Sunday 14 August 2011

Big Brother 2011: will it thrive on Channel 5?

The reality show's relaunch this week could give it a fresh start ? but it may struggle to find wide media support

Nearly 11 years to the day since "Nasty" Nick Bateman's confrontation with Craig Phillips first made Big Brother a bone fide TV phenomenon, the daddy of all reality show's has its second coming on Thursday on its new home, Channel 5.

The Richard Desmond-owned broadcaster is promising the "friskiest ever" series when the new-look Celebrity Big Brother begins this week.

No one is expecting a return the halcyon days of the early noughties when Big Brother regularly brought Channel 4 audiences of 4 million plus, big online audiences and page after page of tabloid coverage throughout the summer months.

However, the trick for production company Endemol and executives at Channel 5 ? which declined to put up anyone to talk about the show ? will be to revive a format tarnished by the Shilpa Shetty race row and several years of declining audiences and tabloid interest before C4 finally dropped it in September 2010.

In the intervening period the reality genre has also moved in a new direction, with so-called "constructed reality" shows such as The Only Way is Essex and Geordie Shore all the rage. It is also unclear whether the Sun, Daily Mirror and celebrity magazines will embrace Big Brother as of old, now that it is being broadcast by a channel that is part of a Desmond media empire that also includes rival titles the Daily Express, Daily Star and OK!.

One senior source involved in the Big Brother relaunch says an enduring factor in the show's success or failure lies in having characters that people want to watch, whether they like or loathe them, with "casting a number one priority".

"You can talk about constructed reality all you like but this is still a huge show," says the insider. "And in any case shows such as Towie and Geordie Shore are popular for the same reason as Big Brother ? characters."
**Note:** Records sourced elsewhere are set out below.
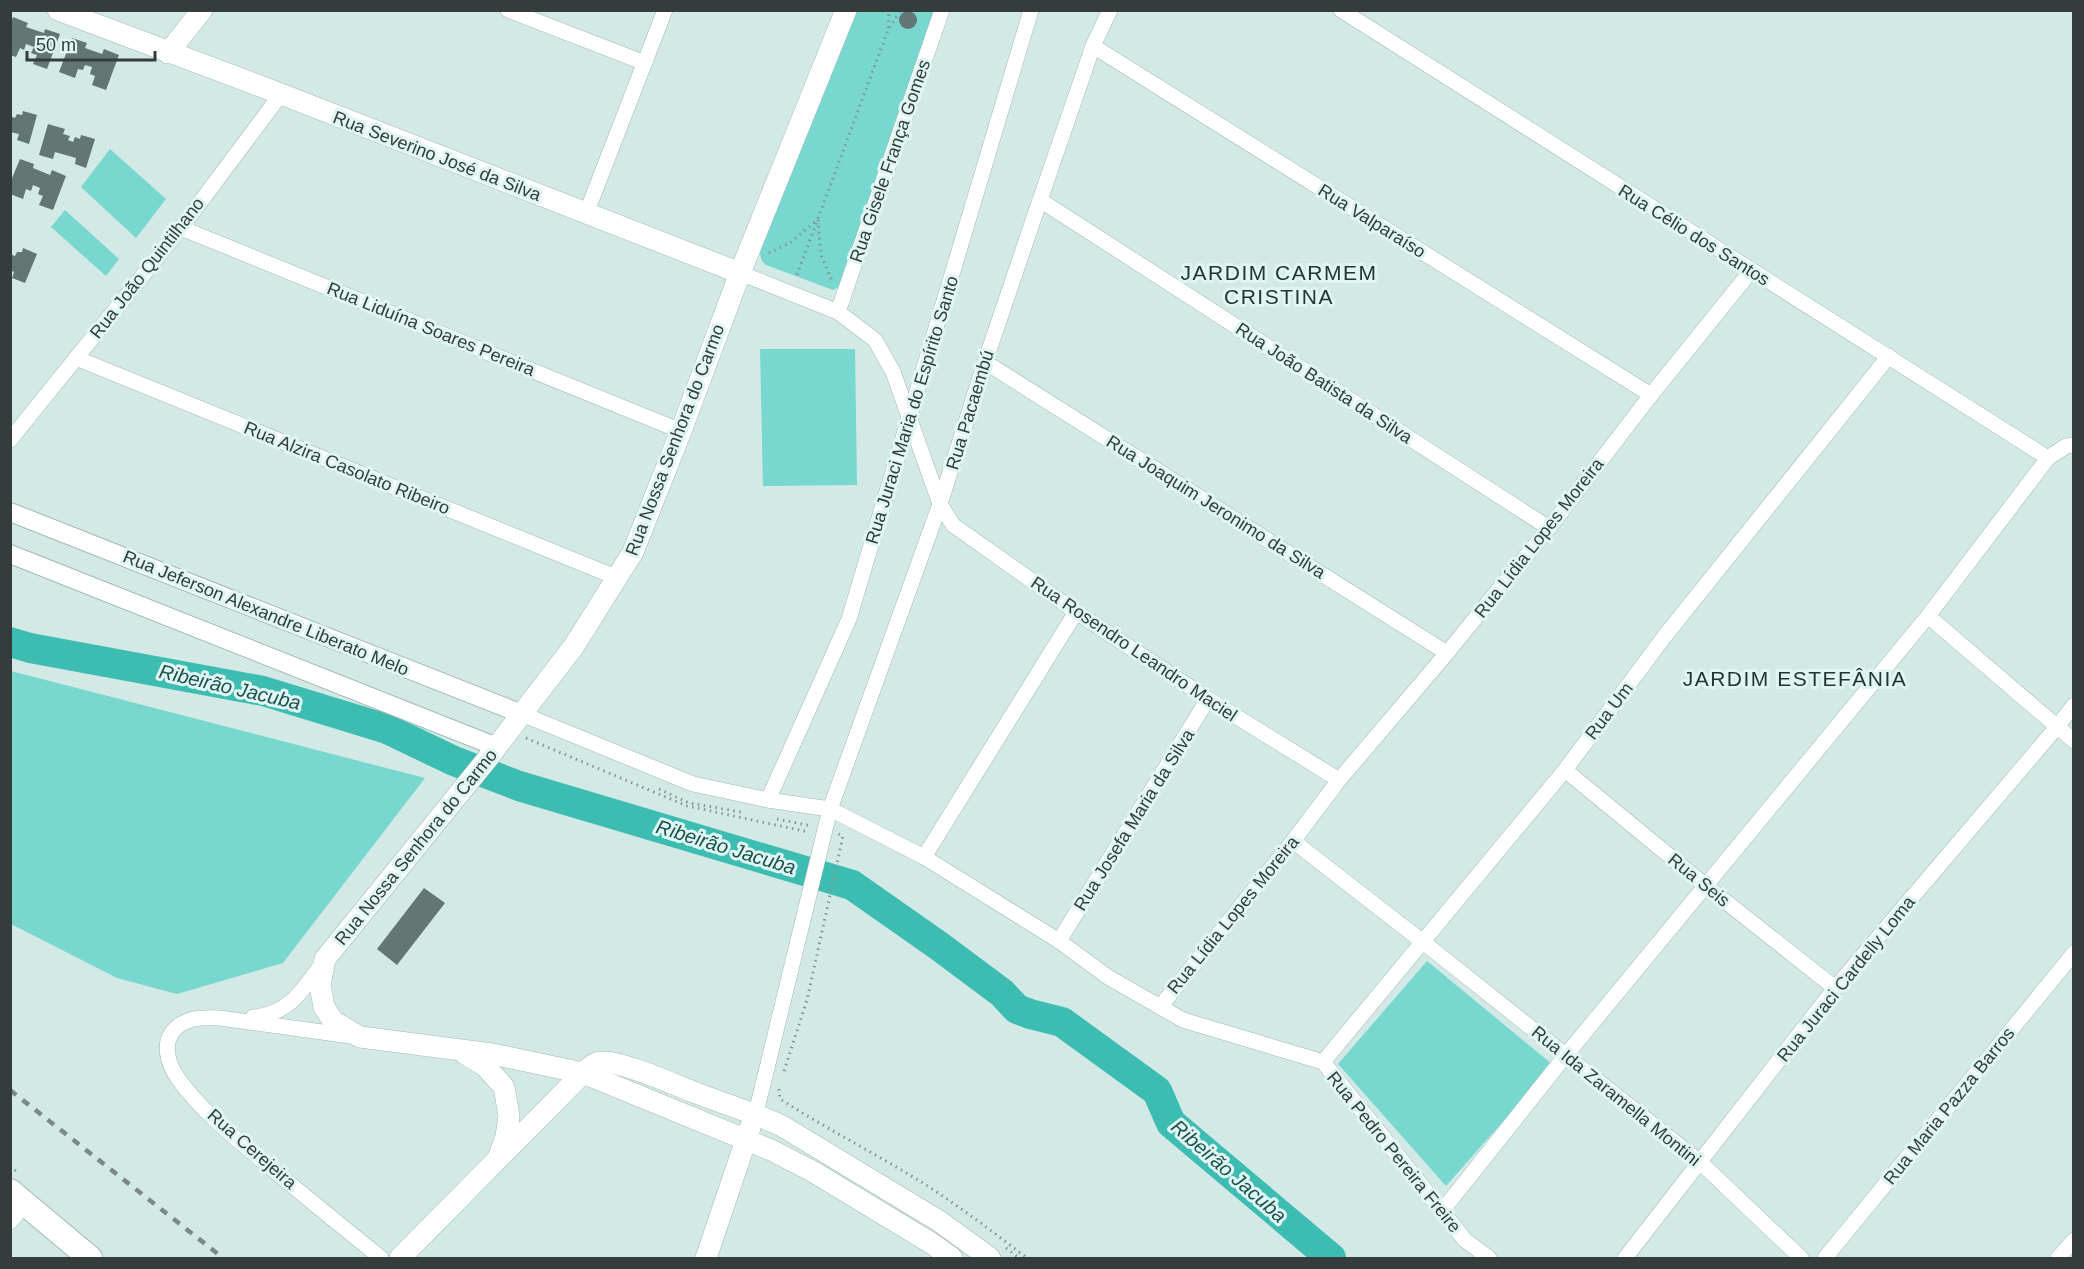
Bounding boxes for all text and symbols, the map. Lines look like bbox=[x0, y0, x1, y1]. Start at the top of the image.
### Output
scale bar bbox=[27, 24, 154, 62]
text: 50 m bbox=[36, 35, 76, 55]
street label: Rua Gisele França Gomes bbox=[846, 57, 934, 265]
street label: Rua Severino José da Silva bbox=[330, 107, 545, 205]
street label: Rua Valparaíso bbox=[1315, 180, 1429, 262]
street label: Rua Célio dos Santos bbox=[1615, 180, 1773, 290]
street label: Rua João Quintilhano bbox=[86, 194, 208, 342]
district label: JARDIM CARMEM CRISTINA bbox=[1181, 261, 1377, 308]
street label: Rua Juraci Maria do Espírito Santo bbox=[862, 274, 962, 546]
street label: Rua Liduína Soares Pereira bbox=[324, 278, 539, 380]
street label: Rua João Batista da Silva bbox=[1232, 318, 1417, 448]
street label: Rua Nossa Senhora do Carmo bbox=[622, 322, 728, 558]
street label: Rua Pacaembú bbox=[942, 348, 998, 472]
street label: Rua Alzira Casolato Ribeiro bbox=[241, 418, 453, 518]
street label: Rua Joaquim Jeronimo da Silva bbox=[1103, 431, 1330, 583]
street label: Rua Lídia Lopes Moreira bbox=[1470, 453, 1608, 622]
street label: Rua Jeferson Alexandre Liberato Melo bbox=[120, 546, 412, 680]
street label: Rua Rosendro Leandro Maciel bbox=[1027, 572, 1241, 726]
water label: Ribeirão Jacuba bbox=[157, 660, 303, 714]
district label: JARDIM ESTEFÂNIA bbox=[1683, 667, 1907, 690]
street label: Rua Um bbox=[1581, 679, 1637, 743]
street label: Rua Josefa Maria da Silva bbox=[1070, 725, 1199, 914]
street label: Rua Nossa Senhora do Carmo bbox=[331, 745, 501, 949]
water label: Ribeirão Jacuba bbox=[654, 815, 798, 879]
street label: Rua Lídia Lopes Moreira bbox=[1163, 831, 1303, 998]
street label: Rua Seis bbox=[1664, 849, 1734, 911]
street label: Rua Juraci Cardelly Loma bbox=[1773, 891, 1920, 1066]
street label: Rua Ida Zaramella Montini bbox=[1528, 1022, 1704, 1170]
street label: Rua Maria Pazza Barros bbox=[1880, 1024, 2018, 1188]
street label: Rua Pedro Pereira Freire bbox=[1323, 1068, 1465, 1236]
street label: Rua Cerejeira bbox=[204, 1105, 301, 1194]
water label: Ribeirão Jacuba bbox=[1167, 1115, 1291, 1227]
Among the many names touted for the return of Celebrity Big Brother are Irish pop duo Jedward, Pamela Anderson and the Speaker's wife, Sally Bercow. There has also been speculation that the broadcaster has tried (and failed) to secure Mike Tyson, Charlie Sheen and, perhaps most bizarrely, Aleksandr Orlov, the meerkat from the Comparethemarket.com adverts.

There are likely to be only minor tweaks to the tried and tested format, with continuity the order of the day. Early previews show a familiar-looking house at Big Brother's long-established Elstree base; Geordie narrator Marcus Bentley returns, as does the scope for producer-led surprises. The eye logo looks similar, albeit a tad smarter.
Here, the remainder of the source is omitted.